>>>

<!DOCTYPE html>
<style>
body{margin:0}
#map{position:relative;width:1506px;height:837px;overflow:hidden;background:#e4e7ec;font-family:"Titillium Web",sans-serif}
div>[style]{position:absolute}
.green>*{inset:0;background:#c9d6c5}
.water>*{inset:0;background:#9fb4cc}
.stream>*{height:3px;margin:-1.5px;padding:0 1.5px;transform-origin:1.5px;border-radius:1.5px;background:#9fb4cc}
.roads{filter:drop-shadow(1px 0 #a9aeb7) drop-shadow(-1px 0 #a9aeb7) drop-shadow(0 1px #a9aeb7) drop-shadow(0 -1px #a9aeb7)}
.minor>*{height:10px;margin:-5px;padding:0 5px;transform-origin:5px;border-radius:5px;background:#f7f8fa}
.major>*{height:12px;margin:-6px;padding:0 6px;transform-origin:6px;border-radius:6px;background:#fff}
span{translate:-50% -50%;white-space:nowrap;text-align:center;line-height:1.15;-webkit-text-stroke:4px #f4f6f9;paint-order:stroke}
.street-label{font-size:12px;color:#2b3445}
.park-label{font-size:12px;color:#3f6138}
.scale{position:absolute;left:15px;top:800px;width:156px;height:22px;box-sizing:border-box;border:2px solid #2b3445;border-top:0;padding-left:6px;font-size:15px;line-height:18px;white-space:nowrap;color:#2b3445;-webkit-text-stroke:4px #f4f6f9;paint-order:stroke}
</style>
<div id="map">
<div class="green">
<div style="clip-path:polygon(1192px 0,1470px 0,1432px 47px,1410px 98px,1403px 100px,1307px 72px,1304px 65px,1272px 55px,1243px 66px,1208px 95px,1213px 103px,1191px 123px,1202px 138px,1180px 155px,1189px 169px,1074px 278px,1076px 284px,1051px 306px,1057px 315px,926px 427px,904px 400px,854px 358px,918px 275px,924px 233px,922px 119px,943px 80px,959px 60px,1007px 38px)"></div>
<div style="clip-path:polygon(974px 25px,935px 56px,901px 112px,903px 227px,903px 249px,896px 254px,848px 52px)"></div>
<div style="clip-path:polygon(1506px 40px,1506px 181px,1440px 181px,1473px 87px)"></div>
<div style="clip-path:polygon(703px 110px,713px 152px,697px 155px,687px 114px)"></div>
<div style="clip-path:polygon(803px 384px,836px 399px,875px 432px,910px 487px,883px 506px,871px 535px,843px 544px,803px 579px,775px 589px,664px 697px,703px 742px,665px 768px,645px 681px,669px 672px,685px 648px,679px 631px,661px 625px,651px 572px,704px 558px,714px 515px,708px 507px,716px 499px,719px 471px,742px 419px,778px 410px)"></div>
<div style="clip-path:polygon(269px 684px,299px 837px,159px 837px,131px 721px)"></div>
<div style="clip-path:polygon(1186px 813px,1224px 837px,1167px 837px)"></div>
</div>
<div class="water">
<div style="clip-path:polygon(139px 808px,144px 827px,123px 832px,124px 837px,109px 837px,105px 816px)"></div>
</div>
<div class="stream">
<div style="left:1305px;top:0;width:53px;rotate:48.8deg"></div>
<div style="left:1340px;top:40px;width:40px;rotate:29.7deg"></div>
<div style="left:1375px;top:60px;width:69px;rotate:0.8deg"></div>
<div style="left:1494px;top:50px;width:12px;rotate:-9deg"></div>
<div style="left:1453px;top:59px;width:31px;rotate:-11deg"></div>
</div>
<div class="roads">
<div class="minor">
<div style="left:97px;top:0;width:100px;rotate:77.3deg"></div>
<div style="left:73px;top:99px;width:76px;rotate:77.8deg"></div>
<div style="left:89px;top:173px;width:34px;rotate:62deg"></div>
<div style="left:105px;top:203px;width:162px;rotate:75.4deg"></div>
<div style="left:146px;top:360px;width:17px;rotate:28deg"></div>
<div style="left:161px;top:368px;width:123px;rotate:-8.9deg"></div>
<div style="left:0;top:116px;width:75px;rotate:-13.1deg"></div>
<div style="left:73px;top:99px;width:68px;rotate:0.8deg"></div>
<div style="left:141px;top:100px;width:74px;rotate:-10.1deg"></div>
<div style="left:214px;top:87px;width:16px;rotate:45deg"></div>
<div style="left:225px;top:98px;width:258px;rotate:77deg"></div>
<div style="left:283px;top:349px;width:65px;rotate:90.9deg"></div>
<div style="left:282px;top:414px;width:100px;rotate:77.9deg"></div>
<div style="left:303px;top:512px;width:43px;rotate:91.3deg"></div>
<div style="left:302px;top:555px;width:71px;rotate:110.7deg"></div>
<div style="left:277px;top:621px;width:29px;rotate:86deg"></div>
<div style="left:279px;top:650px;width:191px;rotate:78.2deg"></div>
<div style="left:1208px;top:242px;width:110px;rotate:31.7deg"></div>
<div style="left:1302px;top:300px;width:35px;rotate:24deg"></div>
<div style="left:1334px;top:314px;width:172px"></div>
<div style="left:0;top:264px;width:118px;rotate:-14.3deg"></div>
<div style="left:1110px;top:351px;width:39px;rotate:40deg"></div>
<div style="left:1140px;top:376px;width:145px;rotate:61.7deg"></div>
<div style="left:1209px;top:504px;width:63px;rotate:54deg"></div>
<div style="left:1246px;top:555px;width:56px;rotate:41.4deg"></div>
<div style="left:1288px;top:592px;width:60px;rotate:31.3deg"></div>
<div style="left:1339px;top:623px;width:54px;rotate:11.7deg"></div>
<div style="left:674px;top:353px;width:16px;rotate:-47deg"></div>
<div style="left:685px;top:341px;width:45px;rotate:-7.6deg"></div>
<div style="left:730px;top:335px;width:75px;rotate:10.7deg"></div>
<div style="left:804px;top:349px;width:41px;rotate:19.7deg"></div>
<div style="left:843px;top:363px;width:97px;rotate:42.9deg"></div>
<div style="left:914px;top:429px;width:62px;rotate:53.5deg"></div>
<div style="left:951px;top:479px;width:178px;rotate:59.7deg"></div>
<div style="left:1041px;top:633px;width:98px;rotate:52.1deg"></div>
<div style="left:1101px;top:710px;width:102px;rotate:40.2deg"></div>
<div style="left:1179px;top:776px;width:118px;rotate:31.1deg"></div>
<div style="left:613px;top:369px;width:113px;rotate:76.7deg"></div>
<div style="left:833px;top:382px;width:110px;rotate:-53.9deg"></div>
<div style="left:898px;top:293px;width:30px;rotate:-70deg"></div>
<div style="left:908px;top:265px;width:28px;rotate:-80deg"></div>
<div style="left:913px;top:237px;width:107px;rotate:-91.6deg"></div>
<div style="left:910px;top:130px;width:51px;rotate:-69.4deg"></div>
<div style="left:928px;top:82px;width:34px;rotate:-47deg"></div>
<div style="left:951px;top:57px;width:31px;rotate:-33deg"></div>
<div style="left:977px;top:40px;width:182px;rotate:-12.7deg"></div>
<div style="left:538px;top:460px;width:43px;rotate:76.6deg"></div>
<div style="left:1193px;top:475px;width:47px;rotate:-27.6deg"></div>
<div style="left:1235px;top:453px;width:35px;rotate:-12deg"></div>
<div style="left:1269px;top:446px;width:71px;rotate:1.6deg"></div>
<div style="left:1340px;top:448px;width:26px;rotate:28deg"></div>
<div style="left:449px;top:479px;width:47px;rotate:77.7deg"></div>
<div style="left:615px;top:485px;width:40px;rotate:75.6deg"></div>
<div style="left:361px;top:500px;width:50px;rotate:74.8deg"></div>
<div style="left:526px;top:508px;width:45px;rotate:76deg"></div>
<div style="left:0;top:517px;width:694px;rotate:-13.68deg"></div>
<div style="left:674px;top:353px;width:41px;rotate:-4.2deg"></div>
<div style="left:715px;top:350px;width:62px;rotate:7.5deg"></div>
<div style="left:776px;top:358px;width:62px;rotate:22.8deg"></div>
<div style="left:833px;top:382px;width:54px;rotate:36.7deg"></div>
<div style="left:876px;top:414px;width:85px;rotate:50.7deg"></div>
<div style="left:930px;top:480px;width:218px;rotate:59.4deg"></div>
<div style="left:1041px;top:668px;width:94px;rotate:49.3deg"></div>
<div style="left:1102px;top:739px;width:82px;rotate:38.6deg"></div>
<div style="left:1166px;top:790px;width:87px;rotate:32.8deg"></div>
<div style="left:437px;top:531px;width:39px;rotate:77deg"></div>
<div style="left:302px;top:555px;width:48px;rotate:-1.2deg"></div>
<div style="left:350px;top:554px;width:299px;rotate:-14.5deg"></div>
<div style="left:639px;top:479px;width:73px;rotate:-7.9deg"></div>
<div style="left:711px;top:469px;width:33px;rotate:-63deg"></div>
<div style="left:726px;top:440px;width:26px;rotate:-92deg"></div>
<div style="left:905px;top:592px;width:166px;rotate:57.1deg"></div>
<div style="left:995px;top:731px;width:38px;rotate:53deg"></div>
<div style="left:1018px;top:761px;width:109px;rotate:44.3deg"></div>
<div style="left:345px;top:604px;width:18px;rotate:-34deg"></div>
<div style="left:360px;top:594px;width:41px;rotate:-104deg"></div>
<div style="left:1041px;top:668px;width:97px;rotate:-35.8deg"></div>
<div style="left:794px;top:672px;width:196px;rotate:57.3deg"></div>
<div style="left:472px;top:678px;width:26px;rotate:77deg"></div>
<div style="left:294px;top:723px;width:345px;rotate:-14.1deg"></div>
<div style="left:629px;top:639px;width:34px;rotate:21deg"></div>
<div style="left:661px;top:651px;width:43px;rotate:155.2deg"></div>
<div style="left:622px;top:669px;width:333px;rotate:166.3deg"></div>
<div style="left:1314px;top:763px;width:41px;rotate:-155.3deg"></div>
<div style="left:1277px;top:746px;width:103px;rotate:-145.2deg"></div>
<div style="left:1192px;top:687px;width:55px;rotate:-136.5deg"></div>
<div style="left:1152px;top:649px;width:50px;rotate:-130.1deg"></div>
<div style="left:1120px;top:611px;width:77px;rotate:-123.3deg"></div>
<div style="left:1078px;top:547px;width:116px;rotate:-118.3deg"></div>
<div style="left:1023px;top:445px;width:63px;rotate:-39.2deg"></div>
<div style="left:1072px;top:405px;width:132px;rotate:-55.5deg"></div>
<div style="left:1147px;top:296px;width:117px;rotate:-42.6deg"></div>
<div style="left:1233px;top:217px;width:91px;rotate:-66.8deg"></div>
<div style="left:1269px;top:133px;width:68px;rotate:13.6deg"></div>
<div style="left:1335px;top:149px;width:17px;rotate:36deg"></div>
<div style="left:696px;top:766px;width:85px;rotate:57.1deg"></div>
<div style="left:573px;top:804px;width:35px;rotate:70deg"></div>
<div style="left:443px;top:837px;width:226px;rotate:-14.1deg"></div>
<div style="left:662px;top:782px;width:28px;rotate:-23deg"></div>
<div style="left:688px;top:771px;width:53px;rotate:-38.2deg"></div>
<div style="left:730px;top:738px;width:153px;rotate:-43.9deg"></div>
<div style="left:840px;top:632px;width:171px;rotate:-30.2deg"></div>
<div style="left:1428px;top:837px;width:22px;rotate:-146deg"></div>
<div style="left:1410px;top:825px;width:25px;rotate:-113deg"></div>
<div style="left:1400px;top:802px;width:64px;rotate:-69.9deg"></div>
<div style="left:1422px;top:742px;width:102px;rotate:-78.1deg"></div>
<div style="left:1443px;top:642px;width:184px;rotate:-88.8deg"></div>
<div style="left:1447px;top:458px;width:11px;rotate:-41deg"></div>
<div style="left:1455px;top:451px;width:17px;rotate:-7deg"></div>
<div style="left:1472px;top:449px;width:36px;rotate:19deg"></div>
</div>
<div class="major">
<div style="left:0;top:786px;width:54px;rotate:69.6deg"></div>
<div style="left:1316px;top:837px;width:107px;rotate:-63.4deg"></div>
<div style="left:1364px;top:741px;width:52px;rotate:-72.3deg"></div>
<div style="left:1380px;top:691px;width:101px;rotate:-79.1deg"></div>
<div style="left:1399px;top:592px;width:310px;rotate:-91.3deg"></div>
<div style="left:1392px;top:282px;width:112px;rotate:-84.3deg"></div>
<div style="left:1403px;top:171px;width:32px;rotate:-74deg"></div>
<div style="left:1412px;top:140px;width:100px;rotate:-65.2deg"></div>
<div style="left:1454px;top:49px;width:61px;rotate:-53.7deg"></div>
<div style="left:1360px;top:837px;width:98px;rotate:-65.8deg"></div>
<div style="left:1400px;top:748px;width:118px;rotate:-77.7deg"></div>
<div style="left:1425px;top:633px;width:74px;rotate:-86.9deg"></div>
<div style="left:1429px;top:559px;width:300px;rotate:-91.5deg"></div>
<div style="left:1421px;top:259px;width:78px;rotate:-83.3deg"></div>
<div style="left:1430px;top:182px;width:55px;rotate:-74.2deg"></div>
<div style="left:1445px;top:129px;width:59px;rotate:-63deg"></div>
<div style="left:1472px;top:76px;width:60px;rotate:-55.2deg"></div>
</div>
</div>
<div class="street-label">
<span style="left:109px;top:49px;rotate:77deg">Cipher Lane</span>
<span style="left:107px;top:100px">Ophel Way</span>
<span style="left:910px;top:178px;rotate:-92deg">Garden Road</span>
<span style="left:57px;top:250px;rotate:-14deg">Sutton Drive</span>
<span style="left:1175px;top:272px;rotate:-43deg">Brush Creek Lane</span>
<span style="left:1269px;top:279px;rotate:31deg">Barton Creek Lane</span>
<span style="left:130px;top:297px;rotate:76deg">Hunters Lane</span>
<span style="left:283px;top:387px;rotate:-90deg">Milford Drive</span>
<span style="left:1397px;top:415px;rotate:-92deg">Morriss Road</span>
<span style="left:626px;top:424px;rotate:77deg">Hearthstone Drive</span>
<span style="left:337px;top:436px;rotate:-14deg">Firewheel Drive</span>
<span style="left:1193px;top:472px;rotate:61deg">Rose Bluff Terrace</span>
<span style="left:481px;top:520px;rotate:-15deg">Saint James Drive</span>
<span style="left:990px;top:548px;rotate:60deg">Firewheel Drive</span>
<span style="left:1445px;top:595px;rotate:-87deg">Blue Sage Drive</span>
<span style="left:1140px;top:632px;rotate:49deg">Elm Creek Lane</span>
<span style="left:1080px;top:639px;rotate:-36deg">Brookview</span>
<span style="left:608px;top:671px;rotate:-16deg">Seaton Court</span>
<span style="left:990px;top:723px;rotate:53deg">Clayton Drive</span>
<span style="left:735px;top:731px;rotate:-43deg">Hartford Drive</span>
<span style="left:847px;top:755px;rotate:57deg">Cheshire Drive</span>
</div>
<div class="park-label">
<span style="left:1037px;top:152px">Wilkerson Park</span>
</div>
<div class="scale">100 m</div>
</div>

<<<

Prompt → Search the listing for the string "stream". Copy each line where it is found.

Exercise result →
.stream>*{height:3px;margin:-1.5px;padding:0 1.5px;transform-origin:1.5px;border-radius:1.5px;background:#9fb4cc}
<div class="stream">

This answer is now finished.